What the exercise asks
The number of lines containing "function" is the only answer wanted; work it out from the entries below.

Records supplied
┌──

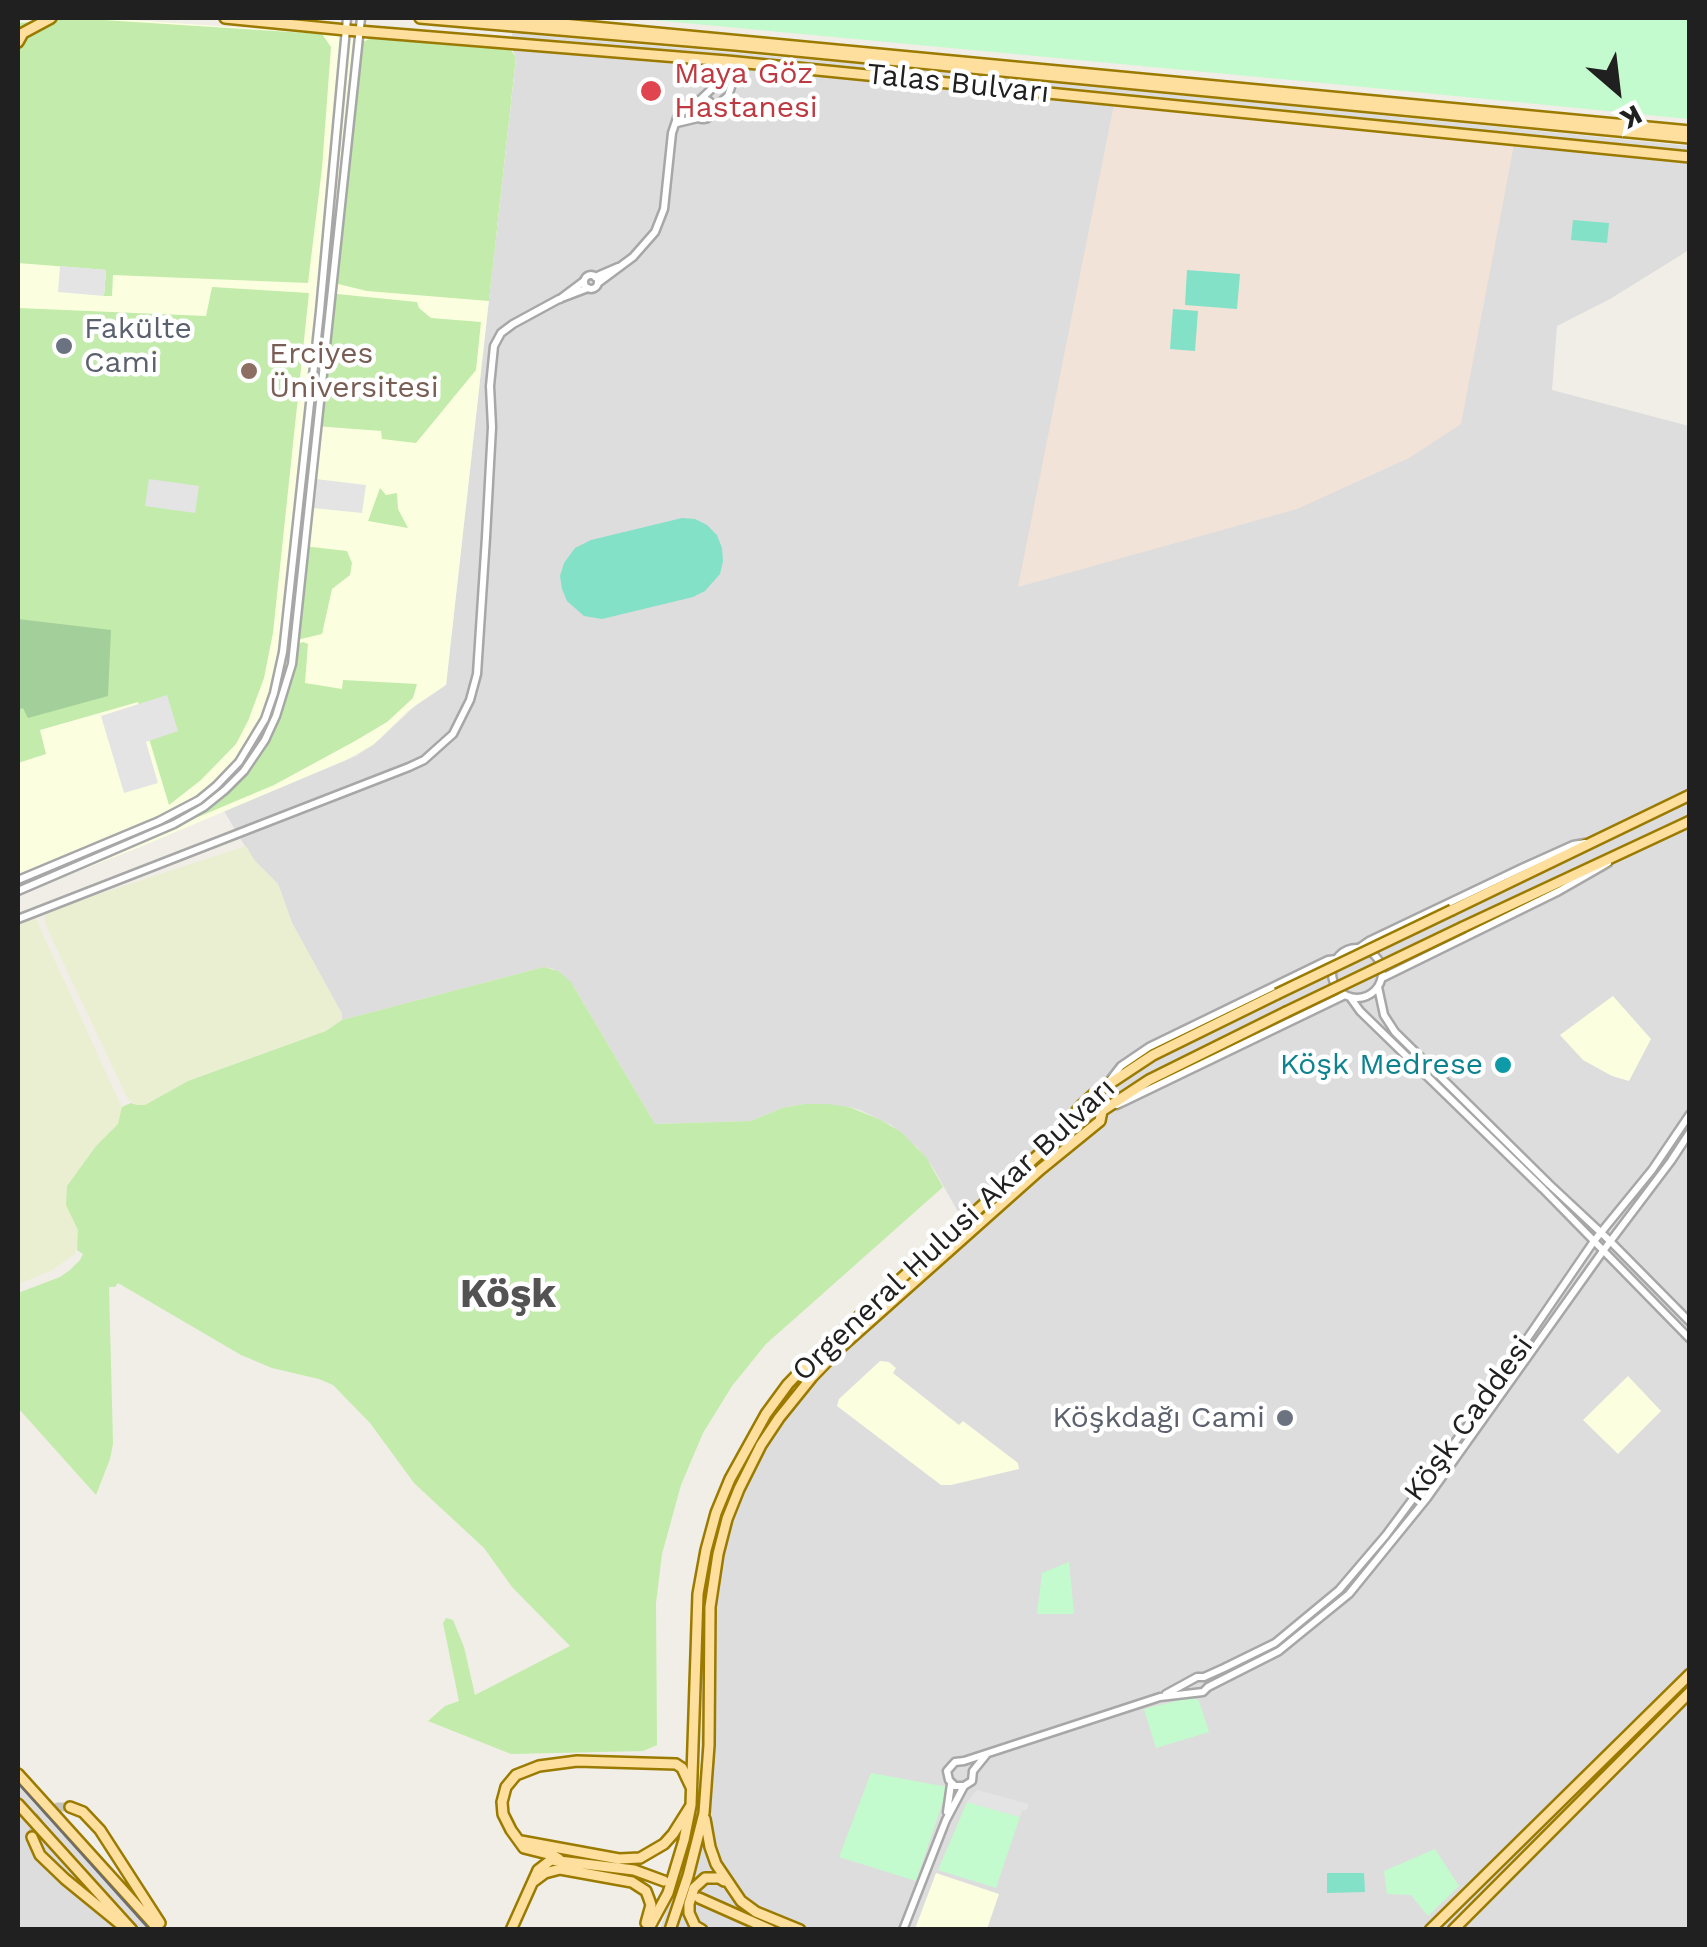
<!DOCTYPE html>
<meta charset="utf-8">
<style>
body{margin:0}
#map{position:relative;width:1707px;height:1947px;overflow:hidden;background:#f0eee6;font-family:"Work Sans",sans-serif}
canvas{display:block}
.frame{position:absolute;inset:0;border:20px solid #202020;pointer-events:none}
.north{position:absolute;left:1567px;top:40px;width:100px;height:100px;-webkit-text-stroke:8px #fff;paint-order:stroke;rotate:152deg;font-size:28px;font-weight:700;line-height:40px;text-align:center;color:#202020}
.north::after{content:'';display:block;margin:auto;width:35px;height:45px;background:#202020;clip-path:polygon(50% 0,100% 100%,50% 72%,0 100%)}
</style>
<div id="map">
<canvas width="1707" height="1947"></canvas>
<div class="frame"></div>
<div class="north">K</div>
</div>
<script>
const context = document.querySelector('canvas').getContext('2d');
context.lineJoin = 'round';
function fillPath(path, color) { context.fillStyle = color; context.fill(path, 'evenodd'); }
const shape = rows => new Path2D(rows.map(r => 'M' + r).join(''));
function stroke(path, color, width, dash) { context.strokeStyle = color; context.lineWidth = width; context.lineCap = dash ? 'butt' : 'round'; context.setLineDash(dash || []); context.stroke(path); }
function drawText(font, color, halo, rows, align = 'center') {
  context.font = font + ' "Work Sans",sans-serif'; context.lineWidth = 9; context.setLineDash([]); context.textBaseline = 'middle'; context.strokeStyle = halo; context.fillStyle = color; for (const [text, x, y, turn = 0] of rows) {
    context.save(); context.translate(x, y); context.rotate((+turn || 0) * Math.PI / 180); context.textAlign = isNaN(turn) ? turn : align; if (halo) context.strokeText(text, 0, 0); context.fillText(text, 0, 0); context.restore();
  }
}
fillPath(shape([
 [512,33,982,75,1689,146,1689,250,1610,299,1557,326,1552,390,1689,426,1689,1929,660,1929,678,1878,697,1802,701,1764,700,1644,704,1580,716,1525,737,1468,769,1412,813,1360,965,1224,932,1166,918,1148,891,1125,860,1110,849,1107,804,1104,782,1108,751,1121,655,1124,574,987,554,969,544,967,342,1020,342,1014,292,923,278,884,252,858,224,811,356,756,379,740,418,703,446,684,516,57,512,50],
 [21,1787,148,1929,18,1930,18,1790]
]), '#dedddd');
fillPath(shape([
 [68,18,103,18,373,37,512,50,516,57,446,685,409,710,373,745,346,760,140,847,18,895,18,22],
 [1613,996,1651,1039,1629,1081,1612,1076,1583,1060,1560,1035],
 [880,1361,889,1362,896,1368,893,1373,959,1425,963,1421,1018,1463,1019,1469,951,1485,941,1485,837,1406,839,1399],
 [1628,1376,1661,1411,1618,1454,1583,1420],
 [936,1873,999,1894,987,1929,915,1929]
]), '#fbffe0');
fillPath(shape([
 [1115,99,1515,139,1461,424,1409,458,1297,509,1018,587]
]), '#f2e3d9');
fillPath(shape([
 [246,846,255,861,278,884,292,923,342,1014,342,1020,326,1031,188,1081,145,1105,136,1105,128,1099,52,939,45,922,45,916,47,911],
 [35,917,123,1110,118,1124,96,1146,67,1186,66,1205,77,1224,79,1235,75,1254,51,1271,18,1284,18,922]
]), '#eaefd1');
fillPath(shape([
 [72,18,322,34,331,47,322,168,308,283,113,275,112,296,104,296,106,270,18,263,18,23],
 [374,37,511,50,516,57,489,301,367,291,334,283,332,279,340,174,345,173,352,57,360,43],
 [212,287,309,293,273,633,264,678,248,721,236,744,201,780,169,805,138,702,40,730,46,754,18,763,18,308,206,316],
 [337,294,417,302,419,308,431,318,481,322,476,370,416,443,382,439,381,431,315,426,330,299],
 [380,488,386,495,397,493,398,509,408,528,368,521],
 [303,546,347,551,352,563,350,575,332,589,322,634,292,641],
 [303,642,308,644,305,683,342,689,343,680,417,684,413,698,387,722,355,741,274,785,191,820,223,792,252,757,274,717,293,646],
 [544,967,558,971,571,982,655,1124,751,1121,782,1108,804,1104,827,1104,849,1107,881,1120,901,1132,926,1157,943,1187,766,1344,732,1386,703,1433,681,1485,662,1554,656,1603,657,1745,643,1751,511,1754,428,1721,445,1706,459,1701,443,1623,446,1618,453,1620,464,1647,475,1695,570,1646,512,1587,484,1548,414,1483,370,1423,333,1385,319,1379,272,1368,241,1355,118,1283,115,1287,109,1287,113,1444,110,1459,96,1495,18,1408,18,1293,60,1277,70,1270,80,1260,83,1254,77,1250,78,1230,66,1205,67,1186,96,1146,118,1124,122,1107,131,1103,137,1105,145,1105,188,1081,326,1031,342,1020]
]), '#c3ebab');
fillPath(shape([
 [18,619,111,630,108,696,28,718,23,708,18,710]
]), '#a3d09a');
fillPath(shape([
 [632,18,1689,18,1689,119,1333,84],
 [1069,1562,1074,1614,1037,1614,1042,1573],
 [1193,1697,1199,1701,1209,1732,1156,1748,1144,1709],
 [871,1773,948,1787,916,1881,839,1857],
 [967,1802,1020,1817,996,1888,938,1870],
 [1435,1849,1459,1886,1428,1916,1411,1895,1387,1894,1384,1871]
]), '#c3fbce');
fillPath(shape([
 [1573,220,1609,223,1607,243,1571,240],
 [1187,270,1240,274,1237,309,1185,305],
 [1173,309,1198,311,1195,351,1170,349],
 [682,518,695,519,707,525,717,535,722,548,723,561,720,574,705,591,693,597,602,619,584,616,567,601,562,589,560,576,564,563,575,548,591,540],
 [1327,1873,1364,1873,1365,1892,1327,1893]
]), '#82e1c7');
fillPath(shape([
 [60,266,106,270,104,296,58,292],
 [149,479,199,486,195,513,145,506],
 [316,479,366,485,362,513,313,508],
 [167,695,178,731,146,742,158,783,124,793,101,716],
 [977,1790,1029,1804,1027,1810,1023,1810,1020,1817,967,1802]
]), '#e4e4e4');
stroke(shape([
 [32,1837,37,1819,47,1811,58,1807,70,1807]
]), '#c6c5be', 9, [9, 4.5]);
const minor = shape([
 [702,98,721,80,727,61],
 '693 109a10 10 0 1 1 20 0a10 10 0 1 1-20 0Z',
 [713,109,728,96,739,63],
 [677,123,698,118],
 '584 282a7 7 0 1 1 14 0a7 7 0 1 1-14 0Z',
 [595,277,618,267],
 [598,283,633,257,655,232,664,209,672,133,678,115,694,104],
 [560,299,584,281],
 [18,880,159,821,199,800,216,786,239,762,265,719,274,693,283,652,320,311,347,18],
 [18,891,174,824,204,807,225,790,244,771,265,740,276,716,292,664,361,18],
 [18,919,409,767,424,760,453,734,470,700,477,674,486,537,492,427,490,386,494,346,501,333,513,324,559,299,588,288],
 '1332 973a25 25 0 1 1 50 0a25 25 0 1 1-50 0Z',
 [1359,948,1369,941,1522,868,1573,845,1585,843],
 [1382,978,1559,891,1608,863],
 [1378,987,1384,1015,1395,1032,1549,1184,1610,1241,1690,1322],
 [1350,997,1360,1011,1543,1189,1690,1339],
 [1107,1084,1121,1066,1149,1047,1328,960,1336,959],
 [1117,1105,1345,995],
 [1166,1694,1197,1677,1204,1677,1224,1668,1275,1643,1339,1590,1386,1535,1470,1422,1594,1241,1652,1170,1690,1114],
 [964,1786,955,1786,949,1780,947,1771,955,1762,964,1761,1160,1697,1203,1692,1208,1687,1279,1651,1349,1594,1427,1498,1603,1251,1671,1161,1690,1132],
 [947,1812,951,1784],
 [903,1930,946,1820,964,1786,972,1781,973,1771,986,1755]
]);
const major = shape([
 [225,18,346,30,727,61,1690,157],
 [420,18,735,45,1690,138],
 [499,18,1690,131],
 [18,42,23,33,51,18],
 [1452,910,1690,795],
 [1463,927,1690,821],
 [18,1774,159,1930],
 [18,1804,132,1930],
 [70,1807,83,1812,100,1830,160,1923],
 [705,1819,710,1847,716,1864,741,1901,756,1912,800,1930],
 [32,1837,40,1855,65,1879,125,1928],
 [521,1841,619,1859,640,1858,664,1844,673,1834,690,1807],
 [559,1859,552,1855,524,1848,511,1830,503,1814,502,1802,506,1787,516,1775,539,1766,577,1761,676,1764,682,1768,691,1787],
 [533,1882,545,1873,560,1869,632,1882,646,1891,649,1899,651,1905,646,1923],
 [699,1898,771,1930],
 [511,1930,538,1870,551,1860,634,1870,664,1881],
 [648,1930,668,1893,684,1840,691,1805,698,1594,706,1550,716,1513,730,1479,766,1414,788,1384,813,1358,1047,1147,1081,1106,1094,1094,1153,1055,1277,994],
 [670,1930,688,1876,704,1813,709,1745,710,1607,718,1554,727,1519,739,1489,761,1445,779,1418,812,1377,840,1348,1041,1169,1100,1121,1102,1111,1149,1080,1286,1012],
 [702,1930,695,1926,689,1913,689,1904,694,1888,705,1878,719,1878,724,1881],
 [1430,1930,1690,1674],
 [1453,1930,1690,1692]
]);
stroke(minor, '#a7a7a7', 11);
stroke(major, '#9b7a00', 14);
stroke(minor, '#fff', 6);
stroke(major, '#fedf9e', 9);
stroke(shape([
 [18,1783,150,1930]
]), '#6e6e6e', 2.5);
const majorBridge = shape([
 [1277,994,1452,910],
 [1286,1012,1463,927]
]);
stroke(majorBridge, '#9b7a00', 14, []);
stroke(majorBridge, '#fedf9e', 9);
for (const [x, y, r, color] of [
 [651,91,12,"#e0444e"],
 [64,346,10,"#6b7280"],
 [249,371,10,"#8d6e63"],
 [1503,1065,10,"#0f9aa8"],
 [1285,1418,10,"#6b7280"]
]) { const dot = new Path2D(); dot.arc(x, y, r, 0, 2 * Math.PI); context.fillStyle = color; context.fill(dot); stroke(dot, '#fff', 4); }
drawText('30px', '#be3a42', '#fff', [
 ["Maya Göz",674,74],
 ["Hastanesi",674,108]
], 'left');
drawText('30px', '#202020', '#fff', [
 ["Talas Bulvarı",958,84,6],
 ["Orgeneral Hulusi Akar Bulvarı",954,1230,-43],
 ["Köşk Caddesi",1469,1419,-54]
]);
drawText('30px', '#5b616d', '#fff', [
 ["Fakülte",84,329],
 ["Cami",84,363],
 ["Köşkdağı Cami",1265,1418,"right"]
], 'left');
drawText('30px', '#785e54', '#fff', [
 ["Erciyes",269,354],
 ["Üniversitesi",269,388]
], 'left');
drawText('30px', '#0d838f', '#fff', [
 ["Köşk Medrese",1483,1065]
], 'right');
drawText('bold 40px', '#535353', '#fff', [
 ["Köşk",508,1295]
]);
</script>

└──

Solved exercise
3